** Work to be completed **
Each line in the records below, from the one that contains "height:42px; margin:-21px; padding:0" to the one that contains "filter:drop-shadow(3px 0 #5b4c32)", should be reproduced exactly, the first and last included.

------ Material provided

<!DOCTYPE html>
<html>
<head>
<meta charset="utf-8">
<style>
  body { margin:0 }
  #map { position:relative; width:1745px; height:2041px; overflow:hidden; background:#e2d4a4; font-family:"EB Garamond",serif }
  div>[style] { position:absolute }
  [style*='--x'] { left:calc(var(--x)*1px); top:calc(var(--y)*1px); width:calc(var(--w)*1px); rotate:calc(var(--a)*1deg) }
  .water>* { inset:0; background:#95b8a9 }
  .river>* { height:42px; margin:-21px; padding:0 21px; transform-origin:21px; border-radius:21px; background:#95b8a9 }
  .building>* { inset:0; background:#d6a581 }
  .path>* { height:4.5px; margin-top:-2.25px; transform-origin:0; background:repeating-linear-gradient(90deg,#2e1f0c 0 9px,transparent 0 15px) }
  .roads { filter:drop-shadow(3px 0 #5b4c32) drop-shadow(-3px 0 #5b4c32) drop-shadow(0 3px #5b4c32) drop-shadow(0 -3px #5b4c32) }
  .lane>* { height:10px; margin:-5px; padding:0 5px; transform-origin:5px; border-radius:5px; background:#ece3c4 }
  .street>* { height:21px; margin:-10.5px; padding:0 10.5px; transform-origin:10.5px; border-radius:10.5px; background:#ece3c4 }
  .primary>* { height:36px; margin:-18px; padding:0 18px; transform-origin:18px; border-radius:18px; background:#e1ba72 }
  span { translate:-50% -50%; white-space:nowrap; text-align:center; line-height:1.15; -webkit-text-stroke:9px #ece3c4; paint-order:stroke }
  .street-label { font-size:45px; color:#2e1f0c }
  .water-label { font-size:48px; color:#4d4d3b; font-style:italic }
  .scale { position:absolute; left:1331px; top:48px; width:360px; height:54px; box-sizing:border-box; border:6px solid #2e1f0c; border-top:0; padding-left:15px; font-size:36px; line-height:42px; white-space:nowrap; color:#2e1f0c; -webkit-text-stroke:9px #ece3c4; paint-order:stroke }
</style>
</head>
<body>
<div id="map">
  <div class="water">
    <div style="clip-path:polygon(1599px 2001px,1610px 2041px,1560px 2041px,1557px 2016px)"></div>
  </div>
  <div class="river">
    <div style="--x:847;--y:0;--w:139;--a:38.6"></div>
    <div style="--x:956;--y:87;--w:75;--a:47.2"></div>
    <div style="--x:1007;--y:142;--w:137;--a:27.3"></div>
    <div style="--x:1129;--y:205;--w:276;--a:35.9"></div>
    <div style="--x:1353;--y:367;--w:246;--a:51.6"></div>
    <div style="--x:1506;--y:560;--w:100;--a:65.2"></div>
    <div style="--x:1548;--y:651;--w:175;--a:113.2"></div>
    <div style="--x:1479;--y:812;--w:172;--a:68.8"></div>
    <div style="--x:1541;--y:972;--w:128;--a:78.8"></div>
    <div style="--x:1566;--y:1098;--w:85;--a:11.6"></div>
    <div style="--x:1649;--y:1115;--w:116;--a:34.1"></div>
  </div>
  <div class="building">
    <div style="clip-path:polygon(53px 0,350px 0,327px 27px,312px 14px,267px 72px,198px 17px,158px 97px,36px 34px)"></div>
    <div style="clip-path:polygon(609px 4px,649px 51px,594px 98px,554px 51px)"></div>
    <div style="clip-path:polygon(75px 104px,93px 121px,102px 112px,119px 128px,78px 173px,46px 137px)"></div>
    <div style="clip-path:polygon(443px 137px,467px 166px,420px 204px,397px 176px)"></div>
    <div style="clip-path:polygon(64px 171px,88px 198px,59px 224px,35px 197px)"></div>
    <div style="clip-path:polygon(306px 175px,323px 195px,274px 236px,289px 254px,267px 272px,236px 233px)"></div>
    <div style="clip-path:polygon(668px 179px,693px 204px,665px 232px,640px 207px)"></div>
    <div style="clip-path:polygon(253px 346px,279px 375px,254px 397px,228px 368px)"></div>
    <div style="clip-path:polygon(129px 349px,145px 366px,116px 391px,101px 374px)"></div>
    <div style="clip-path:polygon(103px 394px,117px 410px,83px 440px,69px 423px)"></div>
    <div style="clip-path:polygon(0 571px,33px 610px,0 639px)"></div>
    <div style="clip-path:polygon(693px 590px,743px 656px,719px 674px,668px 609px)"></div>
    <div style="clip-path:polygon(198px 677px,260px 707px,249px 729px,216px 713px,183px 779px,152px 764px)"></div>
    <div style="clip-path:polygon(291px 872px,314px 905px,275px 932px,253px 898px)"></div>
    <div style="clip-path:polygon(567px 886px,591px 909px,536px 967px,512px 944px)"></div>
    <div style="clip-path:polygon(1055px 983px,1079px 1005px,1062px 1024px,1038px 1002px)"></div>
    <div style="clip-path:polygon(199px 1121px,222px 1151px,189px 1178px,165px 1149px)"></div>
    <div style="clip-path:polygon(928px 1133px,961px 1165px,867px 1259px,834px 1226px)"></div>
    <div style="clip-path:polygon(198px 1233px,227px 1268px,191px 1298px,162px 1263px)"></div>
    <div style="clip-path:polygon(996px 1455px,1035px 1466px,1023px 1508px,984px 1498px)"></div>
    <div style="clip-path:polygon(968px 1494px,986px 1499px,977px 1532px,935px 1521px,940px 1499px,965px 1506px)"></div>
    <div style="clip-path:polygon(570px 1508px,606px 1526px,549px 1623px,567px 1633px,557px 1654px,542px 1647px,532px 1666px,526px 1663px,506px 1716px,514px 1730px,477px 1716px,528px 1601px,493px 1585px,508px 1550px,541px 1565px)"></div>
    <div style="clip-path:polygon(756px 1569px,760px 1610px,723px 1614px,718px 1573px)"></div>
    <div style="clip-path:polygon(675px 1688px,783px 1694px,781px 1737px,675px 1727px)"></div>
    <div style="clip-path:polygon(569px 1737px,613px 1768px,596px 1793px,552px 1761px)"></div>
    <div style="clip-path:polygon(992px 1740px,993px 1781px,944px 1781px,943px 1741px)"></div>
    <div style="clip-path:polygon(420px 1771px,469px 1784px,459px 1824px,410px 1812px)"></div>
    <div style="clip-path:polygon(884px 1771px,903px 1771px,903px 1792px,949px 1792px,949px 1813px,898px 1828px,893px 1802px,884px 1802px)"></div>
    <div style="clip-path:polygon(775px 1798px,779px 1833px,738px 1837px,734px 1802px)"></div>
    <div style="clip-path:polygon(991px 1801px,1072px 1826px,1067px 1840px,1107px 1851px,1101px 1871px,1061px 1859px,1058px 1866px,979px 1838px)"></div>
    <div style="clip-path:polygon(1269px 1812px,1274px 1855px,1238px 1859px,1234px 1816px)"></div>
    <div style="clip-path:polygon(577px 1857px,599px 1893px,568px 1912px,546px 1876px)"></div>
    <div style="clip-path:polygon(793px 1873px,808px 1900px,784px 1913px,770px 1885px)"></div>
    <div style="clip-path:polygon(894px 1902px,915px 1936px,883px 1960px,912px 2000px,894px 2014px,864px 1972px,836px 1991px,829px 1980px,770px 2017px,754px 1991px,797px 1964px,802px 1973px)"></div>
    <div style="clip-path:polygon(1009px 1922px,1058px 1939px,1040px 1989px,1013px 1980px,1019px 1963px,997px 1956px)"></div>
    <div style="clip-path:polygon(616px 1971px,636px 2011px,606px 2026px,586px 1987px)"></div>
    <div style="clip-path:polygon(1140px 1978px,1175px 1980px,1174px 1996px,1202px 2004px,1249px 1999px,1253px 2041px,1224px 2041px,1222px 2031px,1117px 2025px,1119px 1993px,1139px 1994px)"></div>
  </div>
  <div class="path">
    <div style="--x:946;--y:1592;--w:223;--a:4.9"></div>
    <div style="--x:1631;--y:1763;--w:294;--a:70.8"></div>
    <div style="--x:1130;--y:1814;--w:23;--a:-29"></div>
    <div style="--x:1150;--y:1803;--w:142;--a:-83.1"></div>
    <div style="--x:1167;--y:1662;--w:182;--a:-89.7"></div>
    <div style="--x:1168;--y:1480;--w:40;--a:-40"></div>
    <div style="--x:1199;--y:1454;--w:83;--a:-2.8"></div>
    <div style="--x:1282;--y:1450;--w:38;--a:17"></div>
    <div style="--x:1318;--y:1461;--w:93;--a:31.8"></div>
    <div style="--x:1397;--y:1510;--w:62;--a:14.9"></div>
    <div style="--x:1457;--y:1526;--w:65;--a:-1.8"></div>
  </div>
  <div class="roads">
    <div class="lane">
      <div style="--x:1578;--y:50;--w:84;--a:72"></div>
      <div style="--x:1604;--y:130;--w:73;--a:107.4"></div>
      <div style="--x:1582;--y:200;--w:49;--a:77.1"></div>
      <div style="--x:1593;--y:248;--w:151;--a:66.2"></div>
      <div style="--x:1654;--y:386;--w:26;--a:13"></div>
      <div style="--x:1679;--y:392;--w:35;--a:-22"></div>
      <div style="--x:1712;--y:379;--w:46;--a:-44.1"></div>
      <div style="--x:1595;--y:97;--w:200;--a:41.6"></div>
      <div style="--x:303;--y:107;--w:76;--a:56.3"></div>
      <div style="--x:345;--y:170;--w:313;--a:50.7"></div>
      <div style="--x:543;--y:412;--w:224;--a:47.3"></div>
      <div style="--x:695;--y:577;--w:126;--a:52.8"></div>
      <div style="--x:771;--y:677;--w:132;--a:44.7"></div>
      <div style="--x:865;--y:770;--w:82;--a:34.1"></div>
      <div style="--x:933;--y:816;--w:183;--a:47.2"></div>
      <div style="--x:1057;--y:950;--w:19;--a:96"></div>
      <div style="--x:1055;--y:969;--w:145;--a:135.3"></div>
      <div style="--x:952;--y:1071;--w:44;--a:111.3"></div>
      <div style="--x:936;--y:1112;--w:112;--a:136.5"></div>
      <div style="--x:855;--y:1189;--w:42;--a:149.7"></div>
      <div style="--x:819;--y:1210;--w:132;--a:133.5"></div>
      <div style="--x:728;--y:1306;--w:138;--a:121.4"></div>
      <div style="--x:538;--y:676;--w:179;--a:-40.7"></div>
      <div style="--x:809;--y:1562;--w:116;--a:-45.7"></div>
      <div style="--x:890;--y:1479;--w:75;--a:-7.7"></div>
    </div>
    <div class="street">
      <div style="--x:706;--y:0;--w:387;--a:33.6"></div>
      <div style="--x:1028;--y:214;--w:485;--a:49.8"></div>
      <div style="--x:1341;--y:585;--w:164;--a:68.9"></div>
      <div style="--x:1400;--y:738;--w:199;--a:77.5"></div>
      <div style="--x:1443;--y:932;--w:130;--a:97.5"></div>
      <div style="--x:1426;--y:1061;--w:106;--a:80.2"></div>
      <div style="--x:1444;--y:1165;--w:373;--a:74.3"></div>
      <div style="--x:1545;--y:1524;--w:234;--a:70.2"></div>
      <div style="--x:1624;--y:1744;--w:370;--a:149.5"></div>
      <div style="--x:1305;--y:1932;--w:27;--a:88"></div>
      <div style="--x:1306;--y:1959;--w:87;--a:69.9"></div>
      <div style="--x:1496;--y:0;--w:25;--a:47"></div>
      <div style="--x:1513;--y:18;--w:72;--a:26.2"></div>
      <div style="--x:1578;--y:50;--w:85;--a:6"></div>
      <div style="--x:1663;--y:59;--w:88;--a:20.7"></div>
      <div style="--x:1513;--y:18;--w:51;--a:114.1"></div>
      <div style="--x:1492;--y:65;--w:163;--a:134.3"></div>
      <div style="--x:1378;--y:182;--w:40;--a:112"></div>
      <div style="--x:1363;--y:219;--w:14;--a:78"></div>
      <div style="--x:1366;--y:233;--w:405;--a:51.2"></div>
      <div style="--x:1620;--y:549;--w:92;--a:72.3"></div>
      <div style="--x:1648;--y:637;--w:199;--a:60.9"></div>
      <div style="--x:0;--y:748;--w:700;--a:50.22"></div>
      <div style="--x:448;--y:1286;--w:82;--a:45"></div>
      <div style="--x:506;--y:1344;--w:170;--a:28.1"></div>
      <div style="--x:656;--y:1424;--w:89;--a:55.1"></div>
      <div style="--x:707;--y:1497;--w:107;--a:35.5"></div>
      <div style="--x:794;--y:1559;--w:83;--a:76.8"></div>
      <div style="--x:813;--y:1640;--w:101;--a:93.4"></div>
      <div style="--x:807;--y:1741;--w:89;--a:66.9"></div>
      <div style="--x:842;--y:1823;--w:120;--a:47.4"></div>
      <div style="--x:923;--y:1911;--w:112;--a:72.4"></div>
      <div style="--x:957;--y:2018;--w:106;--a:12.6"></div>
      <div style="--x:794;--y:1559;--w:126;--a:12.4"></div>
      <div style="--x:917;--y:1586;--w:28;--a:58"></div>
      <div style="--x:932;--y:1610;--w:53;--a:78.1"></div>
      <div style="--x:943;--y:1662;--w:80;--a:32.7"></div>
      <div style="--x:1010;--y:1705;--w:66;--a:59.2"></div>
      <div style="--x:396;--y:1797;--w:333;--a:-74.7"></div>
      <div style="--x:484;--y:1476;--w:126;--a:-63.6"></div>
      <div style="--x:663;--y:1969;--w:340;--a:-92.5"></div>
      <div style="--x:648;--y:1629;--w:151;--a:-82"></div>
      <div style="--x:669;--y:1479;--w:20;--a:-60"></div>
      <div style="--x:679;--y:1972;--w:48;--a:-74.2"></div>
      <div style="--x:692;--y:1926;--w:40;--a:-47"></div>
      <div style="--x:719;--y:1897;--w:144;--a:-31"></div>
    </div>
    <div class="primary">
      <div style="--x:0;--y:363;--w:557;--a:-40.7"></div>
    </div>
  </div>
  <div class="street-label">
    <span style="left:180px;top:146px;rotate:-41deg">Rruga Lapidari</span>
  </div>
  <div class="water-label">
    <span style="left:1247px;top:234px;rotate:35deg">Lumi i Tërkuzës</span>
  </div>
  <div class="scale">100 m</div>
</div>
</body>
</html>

------------

** Finished task **
  .river>* { height:42px; margin:-21px; padding:0 21px; transform-origin:21px; border-radius:21px; background:#95b8a9 }
  .building>* { inset:0; background:#d6a581 }
  .path>* { height:4.5px; margin-top:-2.25px; transform-origin:0; background:repeating-linear-gradient(90deg,#2e1f0c 0 9px,transparent 0 15px) }
  .roads { filter:drop-shadow(3px 0 #5b4c32) drop-shadow(-3px 0 #5b4c32) drop-shadow(0 3px #5b4c32) drop-shadow(0 -3px #5b4c32) }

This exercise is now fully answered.